::: Data records
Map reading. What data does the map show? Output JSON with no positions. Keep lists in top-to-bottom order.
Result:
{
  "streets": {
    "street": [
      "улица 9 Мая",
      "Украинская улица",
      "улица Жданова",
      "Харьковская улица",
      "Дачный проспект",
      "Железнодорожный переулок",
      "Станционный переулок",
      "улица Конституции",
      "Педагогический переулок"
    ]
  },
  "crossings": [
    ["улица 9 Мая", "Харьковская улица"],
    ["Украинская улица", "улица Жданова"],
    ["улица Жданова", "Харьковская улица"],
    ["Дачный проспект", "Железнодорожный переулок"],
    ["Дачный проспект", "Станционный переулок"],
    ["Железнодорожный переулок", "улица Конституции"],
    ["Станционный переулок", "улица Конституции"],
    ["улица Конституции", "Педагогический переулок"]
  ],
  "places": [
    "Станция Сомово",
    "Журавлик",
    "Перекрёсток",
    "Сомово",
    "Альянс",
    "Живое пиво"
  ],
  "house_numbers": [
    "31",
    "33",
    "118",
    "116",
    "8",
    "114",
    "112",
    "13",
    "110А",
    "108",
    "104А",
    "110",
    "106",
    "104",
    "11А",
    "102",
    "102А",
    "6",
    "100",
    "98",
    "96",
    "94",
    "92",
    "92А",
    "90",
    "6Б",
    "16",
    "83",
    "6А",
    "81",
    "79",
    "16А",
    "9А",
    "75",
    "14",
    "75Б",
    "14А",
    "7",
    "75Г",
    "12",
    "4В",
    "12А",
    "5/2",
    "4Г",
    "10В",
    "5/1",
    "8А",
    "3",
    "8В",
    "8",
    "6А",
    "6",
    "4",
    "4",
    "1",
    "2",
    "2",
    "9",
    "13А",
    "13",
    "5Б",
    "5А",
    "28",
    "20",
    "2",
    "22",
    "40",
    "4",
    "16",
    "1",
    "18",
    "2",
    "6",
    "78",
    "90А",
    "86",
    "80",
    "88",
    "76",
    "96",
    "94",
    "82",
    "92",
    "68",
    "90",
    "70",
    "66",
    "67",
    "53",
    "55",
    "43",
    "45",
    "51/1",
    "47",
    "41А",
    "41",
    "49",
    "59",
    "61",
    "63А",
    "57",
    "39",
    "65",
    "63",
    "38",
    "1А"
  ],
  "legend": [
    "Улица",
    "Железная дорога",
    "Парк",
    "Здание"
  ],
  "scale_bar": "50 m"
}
::::::
#### The task
Check each line of the records above, and copy those that hold the word "Педагогический".

#### Answer for the task
      "Педагогический переулок"
    ["улица Конституции", "Педагогический переулок"]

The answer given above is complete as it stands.